The second was a genuine question from a guy we met (and ended up living with, and will be friends with for life I'm sure) who asked "you know you're travelling, right?" as I sat on our communal sofa applying my Charlotte Tilbury Pillow Talk Luxury Palette. As someone who doesn't even wear shoes, I could completely see how unnecessary and decidedly 'extra' it looked to him. "It makes me happy!" I replied, to which he gave me an understanding nod and said, "you do you". It wasn't him, or my boyfriend, or anyone else that I bought the £45 palette for: it was for me, because I like pretty colours and making my eyelids all sparkly.

Both questions - one a strategic move from an insecure individual and one offhand remark from a perplexed shoeless Danish dude - implied that I shouldn't be wearing makeup. And I'm just here to say, why ever the hell not?
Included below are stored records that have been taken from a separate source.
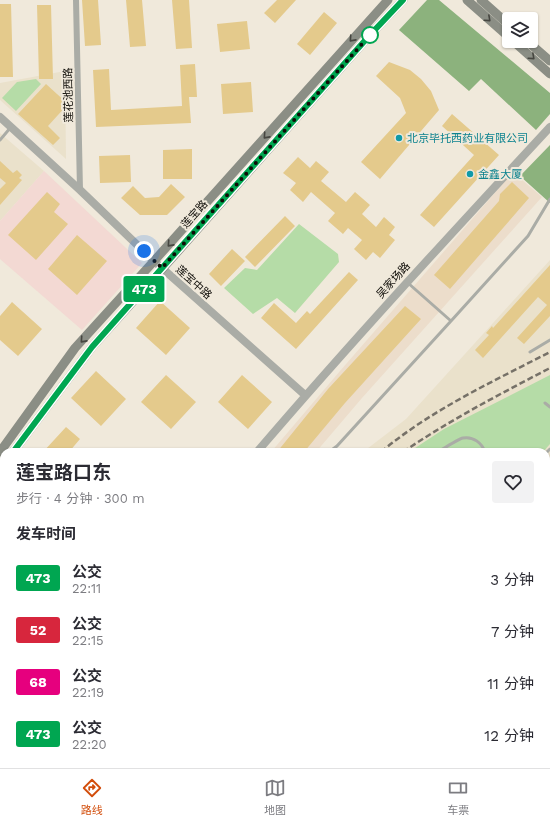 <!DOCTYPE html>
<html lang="zh">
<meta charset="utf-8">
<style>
:root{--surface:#fff;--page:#f2f2f3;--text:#2b2b33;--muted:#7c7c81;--line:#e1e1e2;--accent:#d24d0b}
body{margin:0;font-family:"Work Sans","Noto Sans SC",sans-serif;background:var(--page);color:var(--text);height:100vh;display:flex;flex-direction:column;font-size:15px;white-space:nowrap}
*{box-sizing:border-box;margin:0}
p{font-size:13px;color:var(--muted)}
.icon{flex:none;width:22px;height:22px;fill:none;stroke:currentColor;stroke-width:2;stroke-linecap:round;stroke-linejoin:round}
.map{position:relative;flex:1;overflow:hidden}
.details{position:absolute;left:0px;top:448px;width:550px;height:320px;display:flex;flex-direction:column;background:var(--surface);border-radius:12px 12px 0 0;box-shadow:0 1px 3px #0004}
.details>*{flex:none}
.badge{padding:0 8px;border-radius:3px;font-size:14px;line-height:26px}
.tools{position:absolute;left:502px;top:12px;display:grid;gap:8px}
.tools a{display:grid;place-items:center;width:36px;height:36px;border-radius:4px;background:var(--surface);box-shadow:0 1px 3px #0004;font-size:20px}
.you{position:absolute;width:20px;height:20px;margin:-10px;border:3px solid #fff;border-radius:50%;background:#1a73e8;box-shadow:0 0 0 6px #1a73e833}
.map>.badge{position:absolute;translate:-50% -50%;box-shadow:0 0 0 2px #fff}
h2{padding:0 16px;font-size:15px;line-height:36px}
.round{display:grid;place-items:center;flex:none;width:42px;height:42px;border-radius:4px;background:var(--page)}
.headline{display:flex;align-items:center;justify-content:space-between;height:68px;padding:0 16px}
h1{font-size:19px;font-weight:700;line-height:30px}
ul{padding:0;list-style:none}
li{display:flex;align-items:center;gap:12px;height:52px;padding:0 16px}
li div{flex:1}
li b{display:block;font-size:15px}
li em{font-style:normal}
li .badge{min-width:44px;font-weight:700;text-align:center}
.tab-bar{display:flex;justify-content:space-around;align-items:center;height:56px;border-top:1px solid var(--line);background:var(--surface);font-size:11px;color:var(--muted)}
.tab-bar a{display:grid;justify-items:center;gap:2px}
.tab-bar .current{color:var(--accent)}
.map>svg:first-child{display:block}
</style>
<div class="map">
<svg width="550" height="768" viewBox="0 0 550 768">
<rect width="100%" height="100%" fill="#f0e9db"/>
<path fill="#ecddcb" d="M513,172L542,197L362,398L316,452H271L340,371Z
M0,613L4,616V764H126V768H0Z"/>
<path fill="#eae1cb" d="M65,71L66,159L0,100V83Z
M0,133L44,171L0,221Z
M550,260V768H184V764H546V452H363L406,419Z"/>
<path fill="#f3d9d3" d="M44,171L142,263L82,330L0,259V221Z"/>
<path fill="#b5dca7" d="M36,79L41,84L16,111L2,98L17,82Z
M299,224L338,254L339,262L295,313L277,298L253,314L224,288L245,268L257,270Z
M550,375V444L543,452H409L444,429Z
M550,458V580L546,584V462Z
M418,764H467L463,768H414Z"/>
<path fill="#8cb27d" d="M427,0H439L550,93V114L536,130L481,79L469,91L399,30Z
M550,145V203L520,176Z"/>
<path fill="#e4ca8c" d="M82,0H98L101,45L85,46Z
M126,0H142L146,46L130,47Z
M172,0H189L192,48L176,49Z
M277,0H296L275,23L264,13Z
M0,4H11L13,77H0Z
M37,5H51L53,79H39Z
M324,12L337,23L310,55L297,44Z
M247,21L250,49L220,52L217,24Z
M389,62L410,70L421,79L431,91L439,110L380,179L361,162L406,113L400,98L376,76Z
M195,64L197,97H189L191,123L96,127L93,70L109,69L111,110L182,106L180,65Z
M251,82L253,112L223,114L221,84Z
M46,84L68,104L48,126L60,138L53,145L18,114Z
M452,114L499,155L434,227L420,215L474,155L442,126Z
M192,149V179H163V150Z
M130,155L131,182L100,183L99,156Z
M298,157L310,168L316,161L329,172L321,181L346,202L355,192L370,205L362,214L376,227L384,217L395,227L389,235L395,240L380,258L373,252L366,260L354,249L362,240L348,228L343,234L328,221L335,213L311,192L303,202L290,190L296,183L283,173Z
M0,161L13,173L17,170L22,175L19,178L22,180L0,205V189L6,183L0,178Z
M512,182L529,198L450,289L434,275L499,201L500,194Z
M171,184L185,197L167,215H140L121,198L133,186L145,198L159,197Z
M47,192L60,204L54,212L68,224L36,260L8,235Z
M285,216L295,226L255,267L245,257Z
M77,235L107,261L77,295L48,269Z
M232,249L245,261L221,286L209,274Z
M550,265V316L524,344L517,338L547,305L538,297L483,358L475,350L489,335L486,333L492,326L493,328Z
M349,272L358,280L296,349L261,318L274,303L296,323L307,311L310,314Z
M160,301L190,328L166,355L136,328Z
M12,302L42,329L18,356L0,340V316Z
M405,306L421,319L345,403L304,452H277L328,389Z
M96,371L126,399L101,426L71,398Z
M166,375L196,402L171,429L141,402Z
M242,375L272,402L248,429L218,402Z
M66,427L80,439L69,452H43Z"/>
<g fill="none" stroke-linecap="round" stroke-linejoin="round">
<path stroke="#aaaca6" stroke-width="3" d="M0,140L11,127
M408,283L451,321L528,236L550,199
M530,352L550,340
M545,403L550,407
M329,452L337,446L451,321
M438,452C443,449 458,439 463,438C473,436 482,443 485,452
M546,453L550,449
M546,605L550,601
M0,657L4,653
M0,670L1,672L0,673
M546,709L550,704
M243,768L244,764
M316,768L317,764
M405,768L408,764
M478,768L482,764
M494,768L498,764"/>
<path stroke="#aaaca6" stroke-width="6" d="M76,0L80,190"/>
<path stroke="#aaaca6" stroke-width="8" d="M0,117L80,190L154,261L305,395
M257,452C352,341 451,234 550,127
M0,589L4,592
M138,768L139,764"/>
<path stroke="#8b8e85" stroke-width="9" d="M467,0L509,37
M481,0L509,25
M513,41L550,74
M527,41L550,61
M0,452L75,348L154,261L388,0
M13,452L92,347L163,268L369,36L403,0
M0,470L4,465"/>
<path stroke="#767168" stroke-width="2.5" stroke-dasharray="6 3" stroke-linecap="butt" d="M381,452C431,410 492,382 550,352
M403,452C450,420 500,394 550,368
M202,768L203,764
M209,768L210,764"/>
</g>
<defs><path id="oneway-chevron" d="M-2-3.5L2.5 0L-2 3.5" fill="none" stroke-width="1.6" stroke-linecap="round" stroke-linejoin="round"/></defs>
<g stroke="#464640">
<use href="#oneway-chevron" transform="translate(488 19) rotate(42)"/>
<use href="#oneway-chevron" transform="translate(352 39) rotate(132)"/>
<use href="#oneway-chevron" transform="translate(532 57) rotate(42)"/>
<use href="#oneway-chevron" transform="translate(266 136) rotate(132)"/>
<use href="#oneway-chevron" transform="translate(170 244) rotate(132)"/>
<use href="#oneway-chevron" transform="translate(83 340) rotate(132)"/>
</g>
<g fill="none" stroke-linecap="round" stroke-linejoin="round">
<defs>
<path id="line" d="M13,452L92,347L162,268L369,36L403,0"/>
</defs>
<use href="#line" stroke="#fff" stroke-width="9"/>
<use href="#line" stroke="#00a651" stroke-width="6"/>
<path stroke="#0e0c07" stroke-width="4" stroke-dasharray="0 7.2" d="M144,251L162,268L370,35"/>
</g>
<circle fill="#fff" stroke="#00a651" stroke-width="2" cx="370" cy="35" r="8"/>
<g fill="#0f9aa8" stroke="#f0e9db" stroke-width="1.5">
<circle cx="399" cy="138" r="4"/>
<circle cx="470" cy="174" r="4"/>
</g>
<g text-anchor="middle" stroke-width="4" stroke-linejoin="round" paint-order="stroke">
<g font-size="11" fill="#0e0c07" stroke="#f0e9db">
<text transform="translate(68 95) rotate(-91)" y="4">莲花池西路</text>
<text transform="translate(194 214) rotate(-48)" y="4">莲宝路</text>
<text transform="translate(393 280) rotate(-48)" y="4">吴家场路</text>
<text transform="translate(194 282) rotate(42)" y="4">莲宝中路</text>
</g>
<g font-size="11" fill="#0d838f" stroke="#f0e9db" text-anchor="start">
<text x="407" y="142">北京毕托西药业有限公司</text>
<text x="478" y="178">金鑫大厦</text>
</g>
</g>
</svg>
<div class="tools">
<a><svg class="icon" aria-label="layers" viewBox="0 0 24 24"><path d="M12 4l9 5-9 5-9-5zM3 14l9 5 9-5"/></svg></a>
</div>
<div class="you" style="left:144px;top:251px"></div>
<b class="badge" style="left:144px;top:289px;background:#00a651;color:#fff">473</b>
<section class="details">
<div class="headline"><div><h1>莲宝路口东</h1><p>步行 · 4 分钟 · 300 m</p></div><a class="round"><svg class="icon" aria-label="heart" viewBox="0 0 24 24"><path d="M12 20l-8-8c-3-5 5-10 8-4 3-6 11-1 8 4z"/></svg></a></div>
<h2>发车时间</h2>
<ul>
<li><span class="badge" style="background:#00a651;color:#fff">473</span><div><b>公交</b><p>22:11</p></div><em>3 分钟</em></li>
<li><span class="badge" style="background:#d7263d;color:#fff">52</span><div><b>公交</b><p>22:15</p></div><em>7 分钟</em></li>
<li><span class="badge" style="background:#e6007e;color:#fff">68</span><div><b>公交</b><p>22:19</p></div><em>11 分钟</em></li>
<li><span class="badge" style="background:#00a651;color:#fff">473</span><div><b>公交</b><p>22:20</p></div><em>12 分钟</em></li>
</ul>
</section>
</div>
<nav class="tab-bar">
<a class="current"><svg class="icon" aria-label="directions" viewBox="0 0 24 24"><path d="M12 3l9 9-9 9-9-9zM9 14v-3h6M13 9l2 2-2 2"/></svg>路线</a>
<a><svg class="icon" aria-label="map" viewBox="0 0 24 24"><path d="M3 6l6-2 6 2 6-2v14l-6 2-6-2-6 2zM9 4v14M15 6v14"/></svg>地图</a>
<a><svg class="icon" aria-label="tickets" viewBox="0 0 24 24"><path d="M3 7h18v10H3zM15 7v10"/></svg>车票</a>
</nav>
I get it, backpacking inherently implies minimalism as you can literally only own what you can physically carry on your back, and when it's hot you're thinking about reaching for a bottle of water and not a lipliner. But genuinely, what difference does it make whether your lips are lined or not? It impacts neither the experience nor the journey, and spending three minutes - which is nothing, in the grand scheme of a 24-hour day - applying a slick of mascara and a swipe of lipstick if that's what you want to do is your prerogative.

'If that's what you want to do' should be the takeaway from that last paragraph, as makeup is all about freedom and expression without rules or limitations. I'm currently in a travelling environment where makeup is extremely rare - I haven't seen a Velvet Teddy or a winged liner for weeks - and whilst I often forgo it during the day as I just can't be bothered, I really take pleasure in little things like smoothing on some Glossier Lidstar and blending it out. I find it relaxing, enjoyable and kind of like a form of self-care.

I guess the reason why I was compelled to write this blog post is the feeling of being judged: that by wearing makeup - especially whilst travelling, in a sea of hippie pants and dreadlocks - it means that you're hiding, unconfident or materialistic. The way I see it, not wearing any makeup is as much as a choice as wearing a full face of contour and as it's all down to personal preference, there's no right or wrong.

We see makeup-shaming all the time, from snide remarks about people who - shock, horror - wear it at the gym or the pool, to petty "she's wearing way too much makeup" comments on Instagram posts. FYI, the people who write those sorts of things are the same people who internally squeal with glee when a celebrity is 'caught' without a full face in the Daily Mail whilst dropping their kids off at school. It's bred from insecurity, enables them to feel superior and breeds nothing but negative judgement.

Your time is your time and your choices are your choices. If recreating one of the insanely talented Nikkie Tutorials videos means you feel happy and confident and creative, then that's what you should do - and what you shouldn't do is let outside irrelevant opinions stop you from expressing yourself in whatever way makes your soul shine.

I think everyone should strive to adopt a 'different strokes for different folks' attitude like our Danish friend, who didn't understand why I was buffing in foundation and applying blinding highlighter in a tiny village in the middle of the Philippines and thought the whole thing pointless, but accepted it and said "you do you" with a smile anyway.